What to work on
Return, exactly as written, every line from the first line of the data below through the line that contains "context.strokeStyle = halo;".

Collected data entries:
________________
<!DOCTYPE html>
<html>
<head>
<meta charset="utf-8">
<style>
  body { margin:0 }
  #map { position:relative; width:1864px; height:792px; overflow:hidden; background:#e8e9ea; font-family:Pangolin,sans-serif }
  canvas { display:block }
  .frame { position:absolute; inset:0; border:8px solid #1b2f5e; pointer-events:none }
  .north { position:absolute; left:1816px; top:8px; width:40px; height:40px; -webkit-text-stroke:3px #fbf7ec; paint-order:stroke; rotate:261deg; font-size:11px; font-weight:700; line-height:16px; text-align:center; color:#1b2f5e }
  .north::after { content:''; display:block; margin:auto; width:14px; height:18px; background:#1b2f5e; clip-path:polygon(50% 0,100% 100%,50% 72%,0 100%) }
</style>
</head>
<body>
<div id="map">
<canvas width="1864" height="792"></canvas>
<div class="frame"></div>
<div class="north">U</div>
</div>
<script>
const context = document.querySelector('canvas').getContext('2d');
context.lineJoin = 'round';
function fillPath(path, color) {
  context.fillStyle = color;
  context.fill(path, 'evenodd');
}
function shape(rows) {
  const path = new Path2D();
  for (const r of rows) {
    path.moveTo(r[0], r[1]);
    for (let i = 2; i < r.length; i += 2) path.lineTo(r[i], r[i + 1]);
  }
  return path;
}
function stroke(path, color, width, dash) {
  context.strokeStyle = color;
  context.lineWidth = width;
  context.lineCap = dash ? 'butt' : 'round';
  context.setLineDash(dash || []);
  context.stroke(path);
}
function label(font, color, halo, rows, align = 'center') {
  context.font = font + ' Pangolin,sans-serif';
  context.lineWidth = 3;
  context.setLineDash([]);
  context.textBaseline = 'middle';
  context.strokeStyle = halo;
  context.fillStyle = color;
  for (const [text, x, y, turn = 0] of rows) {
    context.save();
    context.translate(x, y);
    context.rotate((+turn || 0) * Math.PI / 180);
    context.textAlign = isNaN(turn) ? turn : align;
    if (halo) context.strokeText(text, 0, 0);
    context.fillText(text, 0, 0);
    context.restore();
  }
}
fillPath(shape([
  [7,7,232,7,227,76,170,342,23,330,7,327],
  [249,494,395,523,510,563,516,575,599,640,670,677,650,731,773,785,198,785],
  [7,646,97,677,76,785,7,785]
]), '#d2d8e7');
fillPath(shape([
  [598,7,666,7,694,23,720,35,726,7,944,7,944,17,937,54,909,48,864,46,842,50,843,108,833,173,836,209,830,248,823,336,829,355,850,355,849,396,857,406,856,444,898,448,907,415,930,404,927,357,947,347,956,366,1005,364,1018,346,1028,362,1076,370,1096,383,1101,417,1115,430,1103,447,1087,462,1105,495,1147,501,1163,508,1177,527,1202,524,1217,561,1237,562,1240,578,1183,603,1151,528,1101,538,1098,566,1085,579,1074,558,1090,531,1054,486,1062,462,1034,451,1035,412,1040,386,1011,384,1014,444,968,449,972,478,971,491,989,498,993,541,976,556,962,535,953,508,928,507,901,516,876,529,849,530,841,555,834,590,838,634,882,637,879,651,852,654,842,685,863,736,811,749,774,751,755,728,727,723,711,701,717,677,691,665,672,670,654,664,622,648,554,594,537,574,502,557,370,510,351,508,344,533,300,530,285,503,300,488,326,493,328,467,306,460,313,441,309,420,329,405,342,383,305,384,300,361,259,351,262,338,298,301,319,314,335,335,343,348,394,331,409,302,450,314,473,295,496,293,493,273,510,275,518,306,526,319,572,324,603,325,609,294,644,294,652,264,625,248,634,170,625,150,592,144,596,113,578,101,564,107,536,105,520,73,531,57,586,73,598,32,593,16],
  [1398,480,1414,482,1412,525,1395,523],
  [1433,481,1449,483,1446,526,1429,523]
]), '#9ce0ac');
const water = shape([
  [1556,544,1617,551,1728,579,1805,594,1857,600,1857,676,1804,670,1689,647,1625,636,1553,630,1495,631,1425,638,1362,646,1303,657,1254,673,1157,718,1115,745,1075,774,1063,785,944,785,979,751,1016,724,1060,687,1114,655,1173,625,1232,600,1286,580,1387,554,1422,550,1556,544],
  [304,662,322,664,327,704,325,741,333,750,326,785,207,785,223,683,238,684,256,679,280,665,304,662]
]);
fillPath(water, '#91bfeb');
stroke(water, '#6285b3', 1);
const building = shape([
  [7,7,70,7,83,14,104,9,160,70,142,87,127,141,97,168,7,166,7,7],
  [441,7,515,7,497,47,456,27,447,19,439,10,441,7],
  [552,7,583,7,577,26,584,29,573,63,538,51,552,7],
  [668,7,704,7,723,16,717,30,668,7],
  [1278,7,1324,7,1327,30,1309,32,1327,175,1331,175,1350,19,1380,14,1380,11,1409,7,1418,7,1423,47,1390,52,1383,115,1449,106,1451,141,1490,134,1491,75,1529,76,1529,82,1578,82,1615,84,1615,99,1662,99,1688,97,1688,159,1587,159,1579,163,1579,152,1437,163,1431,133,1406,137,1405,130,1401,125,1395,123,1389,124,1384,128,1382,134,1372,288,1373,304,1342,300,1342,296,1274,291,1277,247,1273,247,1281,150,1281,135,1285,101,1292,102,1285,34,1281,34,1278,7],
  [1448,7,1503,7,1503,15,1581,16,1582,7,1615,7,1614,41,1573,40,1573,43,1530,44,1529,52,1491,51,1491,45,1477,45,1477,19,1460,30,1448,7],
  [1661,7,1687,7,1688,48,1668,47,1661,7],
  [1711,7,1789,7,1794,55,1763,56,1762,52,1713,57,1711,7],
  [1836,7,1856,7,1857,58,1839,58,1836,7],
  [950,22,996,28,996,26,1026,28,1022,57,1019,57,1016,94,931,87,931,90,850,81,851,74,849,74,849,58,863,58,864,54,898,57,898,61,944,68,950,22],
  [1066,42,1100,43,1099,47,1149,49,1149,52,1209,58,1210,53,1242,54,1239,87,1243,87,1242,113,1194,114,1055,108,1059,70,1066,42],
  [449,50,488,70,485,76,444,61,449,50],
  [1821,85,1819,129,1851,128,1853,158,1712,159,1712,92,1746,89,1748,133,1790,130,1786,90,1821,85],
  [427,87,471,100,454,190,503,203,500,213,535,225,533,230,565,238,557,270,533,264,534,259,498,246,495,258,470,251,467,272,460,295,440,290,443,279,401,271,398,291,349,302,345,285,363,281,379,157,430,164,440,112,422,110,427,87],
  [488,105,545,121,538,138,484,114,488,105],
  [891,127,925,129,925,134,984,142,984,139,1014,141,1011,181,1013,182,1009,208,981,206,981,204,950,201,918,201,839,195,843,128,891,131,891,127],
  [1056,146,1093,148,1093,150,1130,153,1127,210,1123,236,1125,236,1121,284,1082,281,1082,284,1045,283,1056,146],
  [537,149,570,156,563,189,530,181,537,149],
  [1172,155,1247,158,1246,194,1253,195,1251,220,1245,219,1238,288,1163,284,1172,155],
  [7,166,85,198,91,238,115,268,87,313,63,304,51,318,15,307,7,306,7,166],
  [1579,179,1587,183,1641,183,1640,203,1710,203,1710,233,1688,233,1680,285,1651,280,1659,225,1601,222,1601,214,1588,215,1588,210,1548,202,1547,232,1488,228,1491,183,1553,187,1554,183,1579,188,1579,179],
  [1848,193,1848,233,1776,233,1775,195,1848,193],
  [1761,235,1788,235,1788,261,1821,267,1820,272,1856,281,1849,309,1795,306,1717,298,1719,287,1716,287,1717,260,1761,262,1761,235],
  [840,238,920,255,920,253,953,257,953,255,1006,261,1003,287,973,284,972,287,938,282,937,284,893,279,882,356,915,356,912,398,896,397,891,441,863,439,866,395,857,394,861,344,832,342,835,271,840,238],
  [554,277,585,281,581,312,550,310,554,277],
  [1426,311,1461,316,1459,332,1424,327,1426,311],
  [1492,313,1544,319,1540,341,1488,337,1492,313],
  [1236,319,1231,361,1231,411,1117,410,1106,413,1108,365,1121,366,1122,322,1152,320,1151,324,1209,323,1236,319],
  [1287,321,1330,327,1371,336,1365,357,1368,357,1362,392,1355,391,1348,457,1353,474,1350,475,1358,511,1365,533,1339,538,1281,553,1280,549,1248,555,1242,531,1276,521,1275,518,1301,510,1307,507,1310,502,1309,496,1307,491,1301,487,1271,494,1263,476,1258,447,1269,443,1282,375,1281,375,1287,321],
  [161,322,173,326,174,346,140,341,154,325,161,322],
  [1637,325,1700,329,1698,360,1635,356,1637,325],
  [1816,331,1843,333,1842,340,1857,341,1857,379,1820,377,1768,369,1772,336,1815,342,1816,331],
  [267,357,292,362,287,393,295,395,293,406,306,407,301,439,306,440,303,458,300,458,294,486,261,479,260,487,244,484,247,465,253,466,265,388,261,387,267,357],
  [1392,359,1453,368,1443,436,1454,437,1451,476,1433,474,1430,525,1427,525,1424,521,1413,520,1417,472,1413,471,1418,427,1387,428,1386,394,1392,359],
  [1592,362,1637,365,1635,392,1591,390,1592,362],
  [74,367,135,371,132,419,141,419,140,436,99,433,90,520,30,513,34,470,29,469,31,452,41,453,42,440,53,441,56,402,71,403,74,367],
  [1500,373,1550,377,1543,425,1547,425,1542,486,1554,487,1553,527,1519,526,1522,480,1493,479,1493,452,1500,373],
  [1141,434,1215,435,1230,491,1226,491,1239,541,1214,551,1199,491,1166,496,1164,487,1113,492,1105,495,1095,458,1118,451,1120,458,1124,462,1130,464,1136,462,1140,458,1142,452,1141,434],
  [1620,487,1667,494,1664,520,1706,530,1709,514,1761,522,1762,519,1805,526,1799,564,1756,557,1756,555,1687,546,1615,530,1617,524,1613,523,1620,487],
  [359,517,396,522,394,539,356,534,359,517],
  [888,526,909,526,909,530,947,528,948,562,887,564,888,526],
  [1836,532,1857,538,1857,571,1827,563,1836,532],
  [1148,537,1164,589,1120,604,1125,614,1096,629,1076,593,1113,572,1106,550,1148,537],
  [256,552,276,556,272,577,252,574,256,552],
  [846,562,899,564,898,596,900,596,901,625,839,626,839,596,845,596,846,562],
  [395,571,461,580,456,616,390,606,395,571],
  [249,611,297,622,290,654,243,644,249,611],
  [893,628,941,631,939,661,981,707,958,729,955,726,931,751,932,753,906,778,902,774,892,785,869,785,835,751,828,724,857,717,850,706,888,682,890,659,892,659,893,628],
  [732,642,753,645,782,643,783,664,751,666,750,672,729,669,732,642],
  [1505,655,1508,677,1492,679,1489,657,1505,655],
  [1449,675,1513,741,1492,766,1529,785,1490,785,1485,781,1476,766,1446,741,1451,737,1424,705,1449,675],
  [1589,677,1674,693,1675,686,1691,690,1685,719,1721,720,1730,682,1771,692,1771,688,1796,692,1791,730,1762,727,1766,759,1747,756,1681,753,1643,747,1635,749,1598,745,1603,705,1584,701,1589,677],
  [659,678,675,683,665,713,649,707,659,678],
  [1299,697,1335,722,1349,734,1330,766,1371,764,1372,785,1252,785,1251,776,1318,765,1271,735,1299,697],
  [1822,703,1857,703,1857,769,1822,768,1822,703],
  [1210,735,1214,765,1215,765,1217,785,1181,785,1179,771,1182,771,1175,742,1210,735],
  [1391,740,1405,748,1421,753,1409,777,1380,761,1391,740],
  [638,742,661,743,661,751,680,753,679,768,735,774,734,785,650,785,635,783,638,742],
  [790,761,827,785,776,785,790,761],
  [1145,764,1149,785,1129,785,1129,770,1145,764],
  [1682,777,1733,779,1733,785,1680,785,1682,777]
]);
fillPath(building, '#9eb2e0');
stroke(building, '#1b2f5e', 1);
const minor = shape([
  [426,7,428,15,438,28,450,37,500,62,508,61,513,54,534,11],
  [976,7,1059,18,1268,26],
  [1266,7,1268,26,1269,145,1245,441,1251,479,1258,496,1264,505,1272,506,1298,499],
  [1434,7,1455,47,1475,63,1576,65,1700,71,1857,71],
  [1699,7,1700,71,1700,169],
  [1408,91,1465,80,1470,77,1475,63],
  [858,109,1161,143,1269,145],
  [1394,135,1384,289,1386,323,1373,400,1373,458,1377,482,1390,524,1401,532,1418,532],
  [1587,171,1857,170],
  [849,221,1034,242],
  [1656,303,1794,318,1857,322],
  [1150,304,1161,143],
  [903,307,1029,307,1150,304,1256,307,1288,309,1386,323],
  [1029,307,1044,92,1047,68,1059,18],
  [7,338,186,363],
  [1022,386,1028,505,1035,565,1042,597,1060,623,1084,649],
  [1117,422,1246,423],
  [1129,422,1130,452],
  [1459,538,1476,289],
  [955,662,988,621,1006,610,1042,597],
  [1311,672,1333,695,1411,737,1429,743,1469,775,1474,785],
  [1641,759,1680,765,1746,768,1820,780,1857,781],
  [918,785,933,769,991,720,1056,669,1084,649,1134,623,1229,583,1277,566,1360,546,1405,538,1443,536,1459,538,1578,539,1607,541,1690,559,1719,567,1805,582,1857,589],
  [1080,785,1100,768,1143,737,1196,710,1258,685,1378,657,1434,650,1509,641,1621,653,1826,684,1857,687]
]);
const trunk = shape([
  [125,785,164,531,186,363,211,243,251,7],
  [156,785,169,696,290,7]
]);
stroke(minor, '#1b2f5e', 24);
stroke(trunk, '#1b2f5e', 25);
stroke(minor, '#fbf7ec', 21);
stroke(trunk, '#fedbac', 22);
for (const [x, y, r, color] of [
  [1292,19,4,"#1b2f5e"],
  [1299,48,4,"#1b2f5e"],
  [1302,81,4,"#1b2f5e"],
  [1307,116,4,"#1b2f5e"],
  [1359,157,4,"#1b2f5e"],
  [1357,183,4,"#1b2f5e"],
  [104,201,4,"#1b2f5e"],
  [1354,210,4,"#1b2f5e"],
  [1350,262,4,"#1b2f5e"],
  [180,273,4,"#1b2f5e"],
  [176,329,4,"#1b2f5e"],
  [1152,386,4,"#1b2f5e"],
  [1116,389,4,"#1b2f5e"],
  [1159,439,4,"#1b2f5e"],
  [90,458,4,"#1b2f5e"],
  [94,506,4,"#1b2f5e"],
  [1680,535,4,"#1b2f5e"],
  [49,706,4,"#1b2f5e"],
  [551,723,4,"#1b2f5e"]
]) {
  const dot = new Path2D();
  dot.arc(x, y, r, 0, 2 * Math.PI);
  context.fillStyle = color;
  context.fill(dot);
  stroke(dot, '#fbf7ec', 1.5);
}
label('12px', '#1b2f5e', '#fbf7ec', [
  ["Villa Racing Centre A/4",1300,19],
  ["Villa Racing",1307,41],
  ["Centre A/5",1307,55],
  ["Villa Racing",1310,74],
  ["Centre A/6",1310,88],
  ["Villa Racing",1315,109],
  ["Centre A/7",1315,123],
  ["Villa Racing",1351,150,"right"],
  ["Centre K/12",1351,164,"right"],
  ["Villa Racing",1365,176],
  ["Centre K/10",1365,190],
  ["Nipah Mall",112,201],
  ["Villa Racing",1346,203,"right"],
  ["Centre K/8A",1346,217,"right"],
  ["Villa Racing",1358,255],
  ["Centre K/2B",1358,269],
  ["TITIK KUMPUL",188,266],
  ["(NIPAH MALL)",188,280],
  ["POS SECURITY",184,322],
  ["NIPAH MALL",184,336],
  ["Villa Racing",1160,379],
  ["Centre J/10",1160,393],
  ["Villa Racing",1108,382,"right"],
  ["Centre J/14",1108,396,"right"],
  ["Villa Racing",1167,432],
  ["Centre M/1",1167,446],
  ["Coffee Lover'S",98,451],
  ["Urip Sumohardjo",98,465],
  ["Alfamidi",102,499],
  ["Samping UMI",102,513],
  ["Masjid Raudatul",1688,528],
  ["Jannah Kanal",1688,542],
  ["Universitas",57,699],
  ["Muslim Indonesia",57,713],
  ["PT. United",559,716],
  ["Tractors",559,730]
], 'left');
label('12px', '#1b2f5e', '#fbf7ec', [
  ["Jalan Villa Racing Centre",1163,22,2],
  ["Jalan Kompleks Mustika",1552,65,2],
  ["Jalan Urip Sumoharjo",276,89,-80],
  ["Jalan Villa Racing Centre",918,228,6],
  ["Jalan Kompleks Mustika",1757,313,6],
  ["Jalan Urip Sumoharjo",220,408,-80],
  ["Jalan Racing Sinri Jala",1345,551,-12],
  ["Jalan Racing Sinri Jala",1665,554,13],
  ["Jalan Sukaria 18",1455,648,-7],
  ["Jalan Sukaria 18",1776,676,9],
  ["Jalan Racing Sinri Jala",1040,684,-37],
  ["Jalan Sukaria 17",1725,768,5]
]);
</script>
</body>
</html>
________________
Completed exercise
<!DOCTYPE html>
<html>
<head>
<meta charset="utf-8">
<style>
  body { margin:0 }
  #map { position:relative; width:1864px; height:792px; overflow:hidden; background:#e8e9ea; font-family:Pangolin,sans-serif }
  canvas { display:block }
  .frame { position:absolute; inset:0; border:8px solid #1b2f5e; pointer-events:none }
  .north { position:absolute; left:1816px; top:8px; width:40px; height:40px; -webkit-text-stroke:3px #fbf7ec; paint-order:stroke; rotate:261deg; font-size:11px; font-weight:700; line-height:16px; text-align:center; color:#1b2f5e }
  .north::after { content:''; display:block; margin:auto; width:14px; height:18px; background:#1b2f5e; clip-path:polygon(50% 0,100% 100%,50% 72%,0 100%) }
</style>
</head>
<body>
<div id="map">
<canvas width="1864" height="792"></canvas>
<div class="frame"></div>
<div class="north">U</div>
</div>
<script>
const context = document.querySelector('canvas').getContext('2d');
context.lineJoin = 'round';
function fillPath(path, color) {
  context.fillStyle = color;
  context.fill(path, 'evenodd');
}
function shape(rows) {
  const path = new Path2D();
  for (const r of rows) {
    path.moveTo(r[0], r[1]);
    for (let i = 2; i < r.length; i += 2) path.lineTo(r[i], r[i + 1]);
  }
  return path;
}
function stroke(path, color, width, dash) {
  context.strokeStyle = color;
  context.lineWidth = width;
  context.lineCap = dash ? 'butt' : 'round';
  context.setLineDash(dash || []);
  context.stroke(path);
}
function label(font, color, halo, rows, align = 'center') {
  context.font = font + ' Pangolin,sans-serif';
  context.lineWidth = 3;
  context.setLineDash([]);
  context.textBaseline = 'middle';
  context.strokeStyle = halo;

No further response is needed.